1) Pack your large container with lemon rinds. Seeds are okay to keep in. Make sure to squeeze out all the juice from your lemons before putting rinds in your jar (other citrus like orange and grapefruit rinds work great too!). 

2) Pour white vinegar into your jar to fill all the holes and cracks around your lemons. Seal tightly, and place by a sunny window to infuse for 1-3 weeks (the longer you wait the better it smells).

3) After steeping is complete, strain your solution over cheesecloth or strainer into your spray bottle. You may want to strain a few times before putting it in your spray bottle to make sure all the chunks are removed. 

4) Before screwing on the top to your spray bottle, you can choose to dilute the spray a little with water (if you want more solution) or add a few drops of unscented liquid castile soap. 

5) Shake and use! 

Bottles can be stored at room temperature and used on any surface other than granite, marble or wood. Vinegar is great for durable surfaces like countertops, toilets, fridge shelves, and even for a few spritzes in your laundry or dishwasher. 

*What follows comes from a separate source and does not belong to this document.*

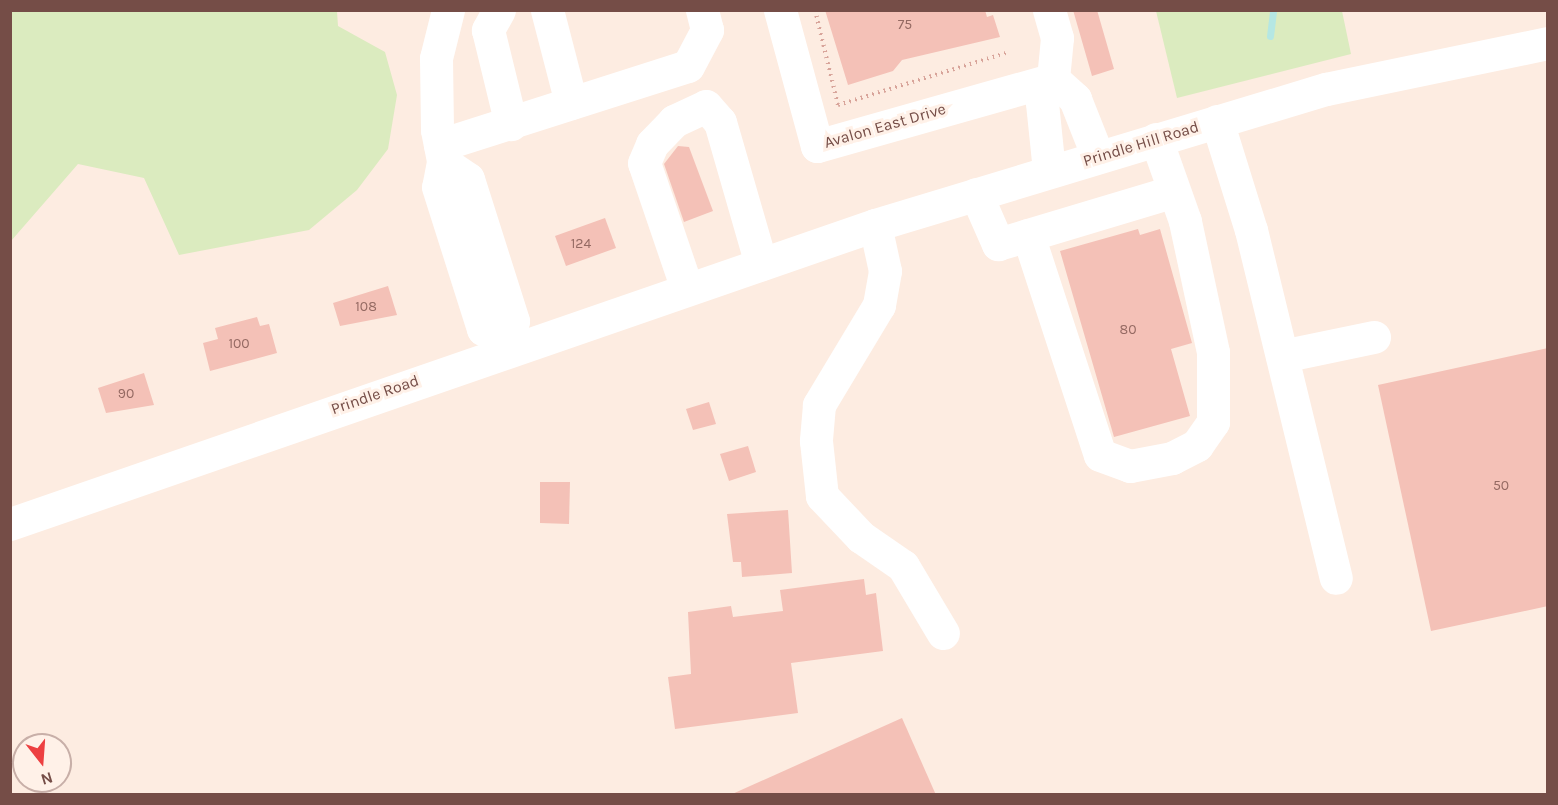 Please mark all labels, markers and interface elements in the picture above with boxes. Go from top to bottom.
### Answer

The Best Strawberry Lemonade  

Makes 1 gallon of strawberry lemonade

Ingredients: 

-1.5 cups of fresh squeezed lemon juice

-8 cups filtered water

-1-2 cups of chopped frozen strawberries 

-1 cups of white sugar 

-optional: 1 bunch of mint leaves, torn  

-One gallon glass pitcher 

Method: 

1) Squeeze all your lemons and mix with water and sugar in a one gallon container. It may take a few minutes for the sugar to dissolve since the water should be cold or at room temperature. This is a great stirring activity for your kids to do with a wooden spoon!

2) Remove strawberries from the freezer and roughly chop. Frozen strawberries are great to hold onto from the previous summer and fall for this recipe. We’ve found that frozen strawberries seem to diffuse better in the lemonade to create a great flavor. 

3) Dump frozen strawberries into the liquid, mix and add mint if desired. Put in the refrigerator for 2-3 hours so that the strawberries and mint can diffuse. Serve over ice and enjoy! 


Homemade Lemon Essential Oil 

This lemon oil recipe is great to use in diffusers, making candles, recipes, adding to baths or cleaning sprays. While you can choose to make an oil with the ‘let it sit for 3 weeks’ method, you can also do this fast and easy 1 hour recipe.  

*For inspiration and recipes on how to use your oil to make homemade candles, visit www.canlescience.com*

Ingredients & Materials: 

-3 cups of a carrier oil (can use coconut oil, almond oil, grape seed oil etc) 

-6-10 lemons, yellow skin shaved off only (keep pulp and juice separate) 

-vegetable peeler or cheese grater 

-double boiler or 1 large and 1 small pot 

Method:

1) The natural oil of a lemon is found only in its yellow skin, not the white pulp or fruit. Make sure as you peel the skin off for this recipe, that you try to only shave off the yellow portion. Once you’ve shaved off all your yellow skin, put it in a small pot with your carrier oil.

2) In a separate, larger pot, bring water to a boil then reduce to a simmer. Once simmering, place the small pot with lemon and oil mixture over the large pot to create a double boiler. Cover and steam on low for 3 hours, pressing and stirring lemon mixture every 30-40 minutes to extract the most oil possible. The steam from the outside pot should slowly heat and infuse the oil. Make sure that the oil does not boil, though it should get very hot.

3) After 3 hours of slow steaming, remove the mixture, and let cool. Store in an airtight container at room temperature for up to 6 months.